Current function value: 17.000000
Iterations: 17
Function evaluations: 60
array([-9.5 , 9.45])
Trying to minimize a function that accepts floating point parameters but returns an integer, I'm running into a problem that the solver terminates immediately. This effect is demonstrated in the examples above - notice that the when the value returned is rounded as an int, the evaluation terminates prematurely.
I assume that this is happening because it detects no change in the derivative, i.e. the first time it changes a parameter, the change it makes is too small and the difference between first result and second is 0.00000000000, incorrectly indicating a minimum has been found.
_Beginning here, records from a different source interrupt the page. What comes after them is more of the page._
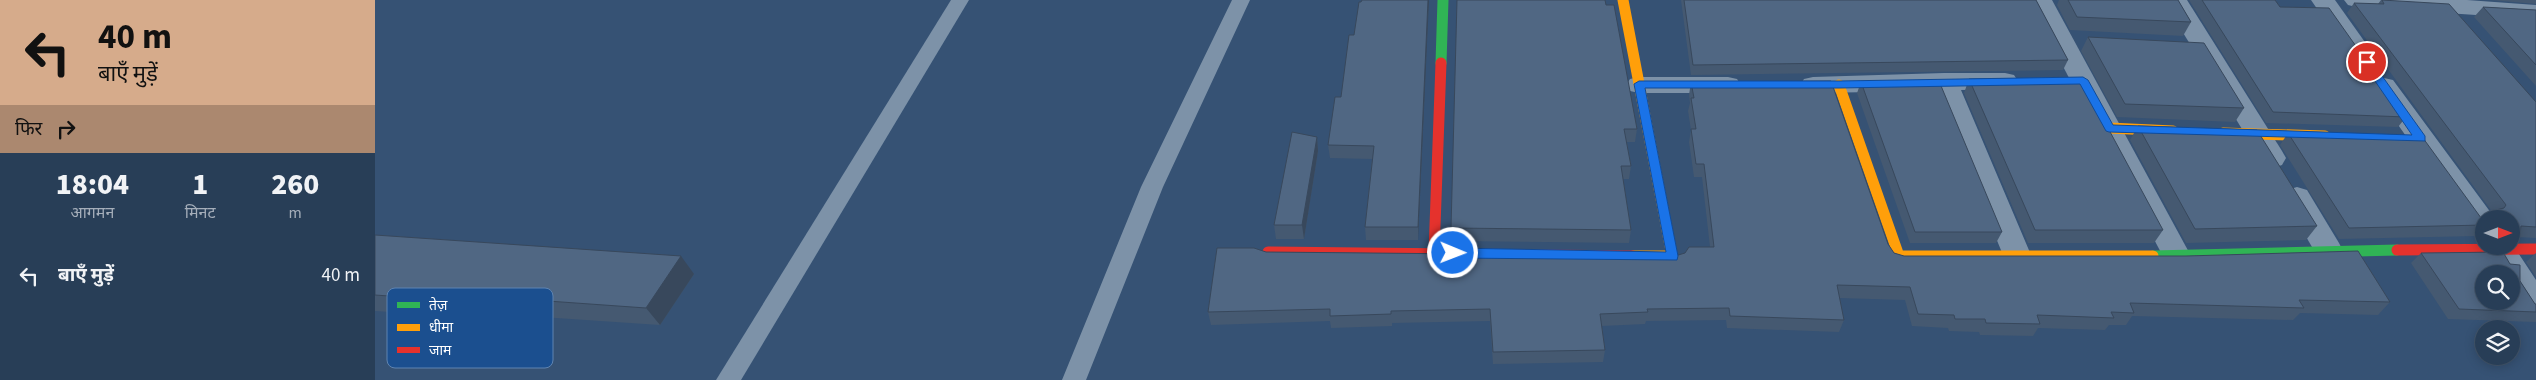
<!DOCTYPE html>
<html lang="hi">
<meta charset="utf-8">
<style>
:root{--surface:#283e57;--page:#344961;--text:#f1f3f6;--muted:#a5aeba;--line:#44576d}
body{margin:0;font-family:"Source Sans 3","Noto Sans Devanagari",sans-serif;background:var(--page);color:var(--text);height:100vh;display:flex;flex-direction:column;font-size:19px;white-space:nowrap}
*{box-sizing:border-box;margin:0}
p{font-size:16px;color:var(--muted)}
.icon{flex:none;width:28px;height:28px;fill:none;stroke:currentColor;stroke-width:2;stroke-linecap:round;stroke-linejoin:round}
.map{position:relative;flex:1;overflow:hidden}
.sheet{display:flex;flex-direction:column;background:var(--surface);width:375px}
.sheet>*{flex:none}
.top-card{background:#d6ab8b;color:#111;overflow:hidden}
.needle{width:32px;rotate:90deg}
.controls{position:absolute;left:2100px;top:210px;display:grid;gap:10px}
.controls a{display:grid;place-items:center;width:45px;height:45px;border-radius:50%;background:var(--surface);box-shadow:0 2px 12px #0003,0 0 0 1px var(--line);font-size:25px}
.pin{position:absolute;display:grid;place-items:center;width:42px;height:42px;color:#fff;margin:-21px;border:2px solid #fff;border-radius:50%;box-shadow:0 1px 5px #0007}
.me{position:absolute;width:55px;margin:-28px;rotate:91deg;stroke-linejoin:round;filter:drop-shadow(0 0 4px #0008)}
.turn{display:flex;align-items:center;gap:18px;height:105px;padding:0 15px;font-size:22px}
.turn .icon{width:65px;height:65px;stroke-width:2.5}
.turn b{display:block;font-size:35px;line-height:42px}
.then{display:flex;align-items:center;height:48px;padding:0 15px;background:#0003;gap:10px;font-size:19px}
.eta{display:flex;justify-content:space-evenly;align-items:center;height:85px;text-align:center}
.eta b{font-size:30px;font-weight:800;line-height:35px}
ul{padding:0;list-style:none}
li{display:flex;align-items:center;gap:15px;height:75px;padding:0 15px}
li div{flex:1}
li b{display:block;font-size:19px}
li em{font-style:normal}
main{display:flex;flex:1;min-height:0}
.map>svg:first-child{display:block}
.lines{fill:none;stroke-linecap:round;stroke-linejoin:round}
.lane{fill:#7d92a8;fill-rule:evenodd}
.street{fill:#7d92a8;fill-rule:evenodd}
.fast{stroke:#30b455;stroke-width:11}
.slow{stroke:#ff9f0a;stroke-width:11}
.jam{stroke:#e5322d;stroke-width:11}
.wall{fill:#455971}
.shaded-wall{fill:#38485c}
.building{fill:#506783;stroke:#38485c;fill-rule:evenodd}
.route{fill:#1a73e8;stroke:#114b97}
.key{fill:#1b4f8f;stroke:#5f84b1;stroke-width:1}
.key-label{font-size:14px;fill:#fff}
</style>
<main>
<section class="sheet">
<div class="top-card">
<div class="turn"><svg class="icon" aria-label="left" viewBox="0 0 24 24"><path d="M17 20v-9H6M10 6l-5 5 5 5"/></svg><div><b>40 m</b>बाएँ मुड़ें</div></div>
<div class="then">फिर<svg class="icon" aria-label="right" viewBox="0 0 24 24"><path d="M7 20v-9h11M14 6l5 5-5 5"/></svg></div>
</div>
<div class="eta">
<div><b>18:04</b><p>आगमन</p></div>
<div><b>1</b><p>मिनट</p></div>
<div><b>260</b><p>m</p></div>
</div>
<ul>
<li><svg class="icon" aria-label="left" viewBox="0 0 24 24"><path d="M17 20v-9H6M10 6l-5 5 5 5"/></svg><div><b>बाएँ मुड़ें</b></div><em>40 m</em></li>
</ul>
</section>
<div class="map">
<svg width="2161" height="380" viewBox="0 0 2161 380">
<rect width="100%" height="100%" fill="#365274"/>
<g class="lines">
<g class="lane">
<path d="M576,0h18l-228,380h-25z"/>
<path d="M857,0h18l-87,187 -77,193h-24l79,-193z"/>
</g>
<g class="street">
<path d="M1653,0h24l139,256 -4,8 -10,3 -10,-3z"/>
<path d="M1788,0h24l95,151 4,7 -4,7 -9,3 -9,-3z"/>
<path d="M1936,0h24l32,45 -3,6 -9,2 -9,-2z"/>
<path d="M1969,0h123l69,5v14l-180,-12 -8,-2z"/>
<path d="M1569,73h61l9,2 4,6 -4,6 -9,2 -44,1 70,165 -4,8 -10,3 -10,-3 -4,-8 -68,-164 -122,2 -9,-2 -4,-6 4,-6 9,-2z"/>
<path d="M1264,77h89l9,2 4,6 -4,6 -9,2h-89l-9,-2 -4,-6 4,-6z"/>
<path d="M2009,78l9,2 101,137 -10,2v17l-10,-3 -99,-141 -4,-6 4,-6z"/>
<path d="M1922,187l10,3 32,53 4,8 -4,8 -10,3 -10,-3 -36,-62 4,-7z"/>
<path d="M2136,242l25,38v37l-11,-4 -14,-23v-16h-10l-16,-28h26z"/>
</g>
<g class="fast">
<path d="M1066,63l2,-63"/>
<path d="M1778,256l244,-6"/>
</g>
<g class="slow">
<path d="M1248,0l49,256h-39"/>
<path d="M1464,85l60,171h254"/>
<path d="M1734,128l64,3"/>
<path d="M1848,133l102,3"/>
</g>
<g class="jam">
<path d="M2022,250l139,-1"/>
<path d="M893,252l365,4"/>
<path d="M1059,253l7,-190"/>
</g>
</g>
<g class="wall">
<path d="M987,0h67l-11,240h-52l-1,-13 7,-68 -42,-1 -2,-13 13,-48z"/>
<path d="M1306,0h355l32,60 -5,10 -372,5z"/>
<path d="M1684,0h119l13,22 -8,14 -113,-6 -13,-25z"/>
<path d="M1814,0h86l5,7 126,110 -8,10 -132,-4z"/>
<path d="M2006,0h8l147,102v136l-19,-1 -6,5v-23h-23l5,-6 -146,-200 7,-10 24,1z"/>
<path d="M2116,0h45v4z"/>
<path d="M1231,5l31,124 -2,13h-8l4,24 -2,13h-6l8,51 -2,13 -178,-2v-13z"/>
<path d="M2108,7l53,3v76l-62,-69z"/>
<path d="M1713,37l156,71 -9,14 -118,-5 -36,-66z"/>
<path d="M1594,79l194,151 -9,13h-126l-64,-150z"/>
<path d="M1316,82l197,162 6,9 10,3 486,46 -12,13 -78,-2 -7,7 -161,-4 -6,9h-17l-4,5 -67,-2 -5,8 -53,-1 -1,-3 -30,-1 -1,-3 -36,-2 -7,-26 -66,-2 5,22 -5,12 -112,-4 -1,-8 -80,1 -1,3 -43,2 3,24 -2,12 -110,2 -3,-43 -98,2v3l-61,2 -1,-7 -119,4 -3,-13 58,-60 409,4 35,-9 -8,-70h-8l-5,-35 2,-12 -3,-19 2,-8 -1,-8z"/>
<path d="M1486,82l141,150 -6,11h-86l-53,-150z"/>
<path d="M1763,126l179,100 -11,14 -120,3 -56,-103z"/>
<path d="M1913,133l196,89v9l-6,5 -139,3 -59,-94z"/>
<path d="M942,137l1,14 -14,88h-28l-2,-14z"/>
<path d="M0,235l319,39 -34,51 -235,-16 -4,5 -46,-3z"/>
<path d="M2046,253l99,28 15,23h1v18l-88,-3 -37,-56z"/>
<path d="M2161,253v24l-10,-15z"/>
</g>
<g class="shaded-wall">
<path d="M1053,0h1l-11,240v-13z"/>
<path d="M942,137l1,14 -14,88 -2,-14z"/>
<path d="M306,256l13,18 -34,51 -14,-17z"/>
<path d="M32,291l18,18 -4,5 -18,-17z"/>
</g>
<g class="building">
<path d="M987,0h66l-10,227h-53l9,-81 -46,-1 7,-48h6l8,-62h5l5,-33h2z"/>
<path d="M1082,0h148l1,5h8l23,124h-13l7,37h-10l10,64 -180,-2z"/>
<path d="M1309,0h352l32,60 -375,5z"/>
<path d="M1693,0h110l13,22 -114,-5z"/>
<path d="M1827,0h73l5,7 49,1 77,109 -133,-5z"/>
<path d="M2007,0l67,4 87,98v125l-15,-1 -1,8h-9v-15h-15v-9l8,-2 2,-3 -152,-202 30,1z"/>
<path d="M2108,7l53,3v55z"/>
<path d="M1713,37l116,6 40,65 -119,-4z"/>
<path d="M1706,78l82,152h-128l-66,-151z"/>
<path d="M1456,81l57,163 6,9 10,3h282l172,-5 32,51 -91,-2 5,8 -174,-5 4,10 -23,-1 3,6 -77,-3 3,9 -54,-1 -1,-4h-30l-1,-4 -36,-1 -8,-27 -73,-2 7,35 -114,-4 -1,-8 -82,1 1,3 -48,2 5,36 -112,2 -3,-43 -99,2v3l-61,2v-7l-122,3 9,-64h37l12,4 409,4 10,-3 4,-6h25l-10,-83h-8l-5,-35h5l-5,-31h3l-3,-16z"/>
<path d="M1564,81l63,151h-87l-54,-150z"/>
<path d="M1763,126l119,4 60,96 -122,3z"/>
<path d="M917,132l25,5 -15,88h-28z"/>
<path d="M1913,133l135,5 61,84v3l-135,3z"/>
<path d="M0,235l306,21 -35,52 -239,-17 -4,6 -28,-2z"/>
<path d="M2128,252l7,12 10,1v16l15,23h1v8l-77,-3 -38,-56zM2109,274h27v27h-27z"/>
</g>
<path class="route" d="M1992,58l3,1 55,77v5l-316,-9 -3,-1 -26,-47 -241,4h-194l33,168 -1,4 -224,-2 -6,-5 6,-5 213,4 -32,-168 5,-3h200l244,-4 5,3 25,45 299,10 -50,-73z"/>
<rect x="12" y="288" width="166" height="80" rx="8" class="key"/>
<rect x="22" y="302" width="23" height="6" fill="#30b455"/>
<rect x="22" y="324" width="23" height="7" fill="#ff9f0a"/>
<rect x="22" y="347" width="23" height="6" fill="#e5322d"/>
<g class="key-label">
<text x="54" y="310">तेज़</text>
<text x="54" y="332">धीमा</text>
<text x="54" y="355">जाम</text>
</g>
</svg>
<div class="controls">
<a><svg class="needle" viewBox="-14 -14 28 28"><path d="M0-13l5 13h-10z" fill="#e53935"/><path d="M0 13l5-13h-10z" fill="#a5aeba"/></svg></a>
<a><svg class="icon" aria-label="search" viewBox="0 0 24 24"><circle cx="10" cy="10" r="6"/><path d="M15 15l6 6"/></svg></a>
<a><svg class="icon" aria-label="layers" viewBox="0 0 24 24"><path d="M12 4l9 5-9 5-9-5zM3 14l9 5 9-5"/></svg></a>
</div>
<div class="pin" style="left:1992px;top:62px;background:#d93025"><svg class="icon" aria-label="arrive" viewBox="0 0 24 24"><path d="M6 21V4h12l-3 4 3 4H6"/></svg></div>
<svg class="me" style="left:1078px;top:253px" viewBox="-20 -20 40 40"><circle r="17" fill="#1a73e8" stroke="#fff" stroke-width="3"/><path d="M0-11L8 9 0 5-8 9z" fill="#fff"/></svg>
</div>
</main>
I've had better luck with optimize.anneal, but despite its integer valued return I've plotted some regions of the function in three dimensions and it's actually pretty smooth. Therefore, I was hoping that when a derivative-aware minimizer would work better.
I've reverted to manually graphing to explore the space, but I'd like to introduce a couple more parameters so it'd be great if I could get this working.
The function I'm trying to minimize can't be made to return a float. It's counting the number of successful hits from a cross-validation, and I'm having the optimizer alter parameters on the model.
Any ideas?
UPDATE
Found a similar question: How to force larger steps on scipy.optimize functions?